Several studies have shown that polymer association or uptake which follows an active pathway, such as endocytosis or macropinocytosis, can be suppressed by lowering the incubation temperature from 37 to 4 °C. Surprisingly, neither the number of 6AF-positive cells nor the MFI dropped significantly when the cells were incubated at a lower temperature (Figure ​Figure55C), suggesting the absence of active polymer uptake.

To further investigate the interaction between P(AA–OH-AAm) with cells, L929 fibroblasts were incubated with P(Nva-OH-AAm)-6AF and imaged via confocal laser scanning microscopy (CLSM). We specifically chose this polymer based on its hydrophilic–lipophilic balance (HLB) of 10.05, which was calculated after Griffin.⁶⁵ In contrast, P(Gly-OH-AAm) possessed an HLB value of 12.83 and could consequently be considered a detergent.

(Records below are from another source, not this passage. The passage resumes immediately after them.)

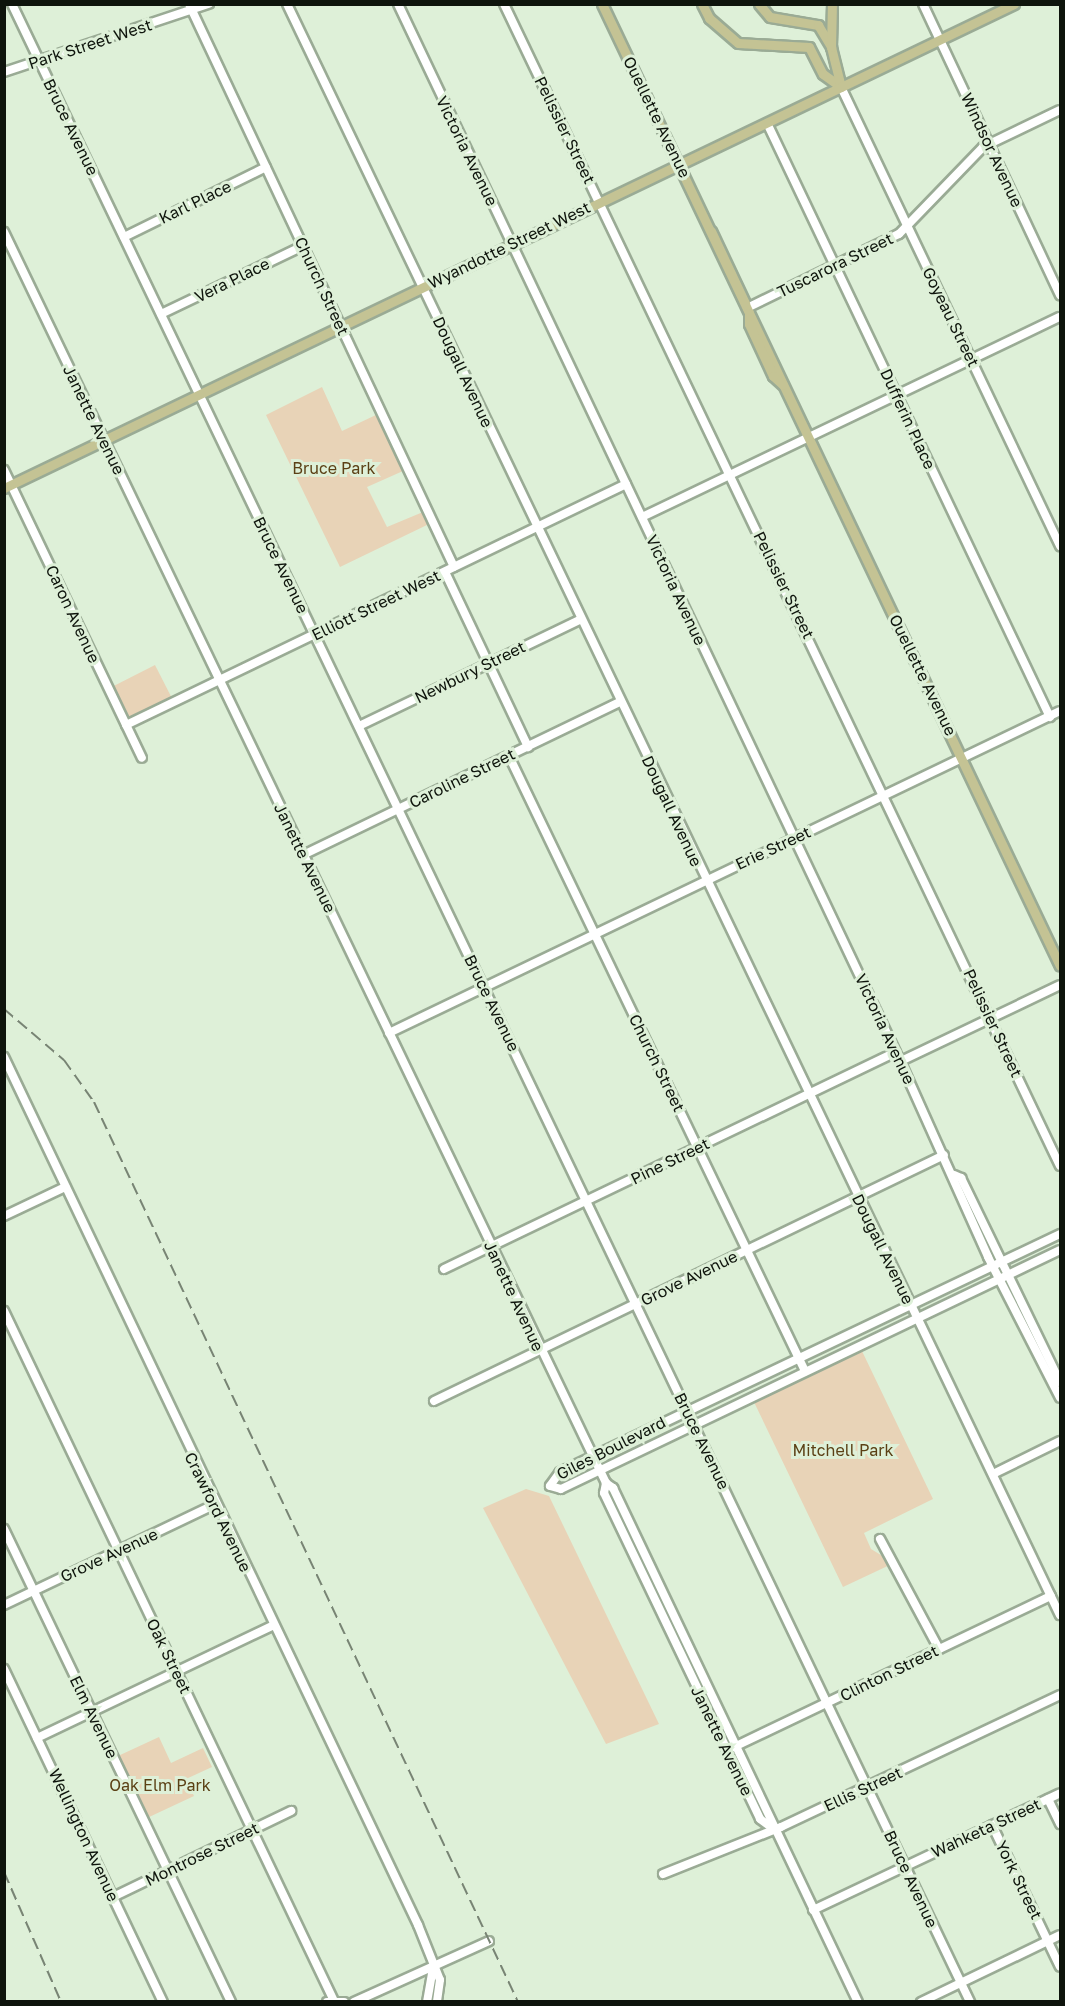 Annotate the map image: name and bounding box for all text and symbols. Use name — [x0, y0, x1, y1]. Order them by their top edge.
street label: Park Street West — [26, 15, 154, 73]
street label: Ouellette Avenue — [619, 53, 695, 181]
street label: Pelissier Street — [531, 73, 599, 187]
street label: Bruce Avenue — [39, 76, 103, 178]
street label: Windsor Avenue — [957, 90, 1027, 210]
street label: Victoria Avenue — [432, 93, 502, 209]
street label: Karl Place — [156, 176, 234, 228]
street label: Wyandotte Street West — [425, 197, 593, 293]
street label: Tuscarora Street — [774, 229, 896, 301]
street label: Church Street — [291, 234, 353, 338]
street label: Vera Place — [191, 254, 273, 306]
street label: Goyeau Street — [919, 264, 983, 370]
street label: Dougall Avenue — [429, 314, 497, 430]
street label: Janette Avenue — [59, 362, 129, 478]
street label: Dufferin Place — [876, 366, 940, 472]
park label: Bruce Park — [292, 458, 376, 478]
street label: Bruce Avenue — [249, 514, 313, 616]
street label: Pelissier Street — [750, 528, 818, 642]
street label: Victoria Avenue — [642, 532, 710, 648]
street label: Caron Avenue — [42, 562, 104, 666]
street label: Elliott Street West — [309, 566, 443, 644]
street label: Ouellette Avenue — [885, 611, 961, 739]
street label: Newbury Street — [412, 637, 528, 707]
street label: Caroline Street — [406, 744, 518, 812]
street label: Dougall Avenue — [638, 753, 706, 869]
street label: Janette Avenue — [270, 800, 340, 916]
street label: Erie Street — [732, 822, 814, 874]
street label: Bruce Avenue — [460, 952, 524, 1054]
street label: Pelissier Street — [960, 966, 1026, 1080]
street label: Victoria Avenue — [851, 971, 919, 1087]
street label: Church Street — [625, 1011, 689, 1115]
street label: Pine Street — [627, 1134, 713, 1188]
street label: Dougall Avenue — [848, 1191, 918, 1307]
street label: Janette Avenue — [480, 1238, 548, 1354]
street label: Grove Avenue — [638, 1246, 740, 1310]
street label: Bruce Avenue — [670, 1390, 734, 1492]
street label: Giles Boulevard — [553, 1412, 669, 1484]
park label: Mitchell Park — [792, 1440, 894, 1460]
street label: Crawford Avenue — [181, 1449, 255, 1575]
street label: Grove Avenue — [57, 1524, 161, 1586]
street label: Oak Street — [143, 1615, 195, 1697]
street label: Clinton Street — [837, 1641, 941, 1705]
street label: Elm Avenue — [66, 1673, 122, 1761]
street label: Janette Avenue — [687, 1683, 757, 1799]
street label: Ellis Street — [821, 1763, 905, 1815]
street label: Wellington Avenue — [45, 1765, 123, 1905]
park label: Oak Elm Park — [109, 1775, 211, 1795]
street label: Wahketa Street — [928, 1794, 1044, 1862]
street label: Montrose Street — [142, 1818, 262, 1890]
street label: Bruce Avenue — [880, 1827, 942, 1931]
street label: York Street — [992, 1838, 1046, 1922]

A previous study has found that a series of Triton X, commonly applied membrane-permeabilizing agents, possessed altered membrane-disrupting activity depending on their HLB value, which revealed a maximum at an HLB of 12–13 (Triton X-100), while at an HLB of 10, the activity was negligibly low.⁶⁶ Other earlier studies have further described the potential to remove phospholipids from cell membranes by anionic detergents such as Triton X-100 or sodium dodecyl sulfate.⁶⁷ In particular, the solubilization process relies on the formation of mixed micelles of the detergent and the phospholipids.^68,69 These properties were further suggested after testing the emulsifying properties of P(AA–OH-AAm) with linear alkyl substituents (see the SI for further information).

After 4 h of incubation, a strong colocalization of P(Nva-OH-AAm)-6AF with the cell membrane was observed and no intracellular 6AF signal was detectable (Figure ​Figure66). These imaging results provided further clarification on the temperature study as polymer association to cell membranes is mostly a passive process.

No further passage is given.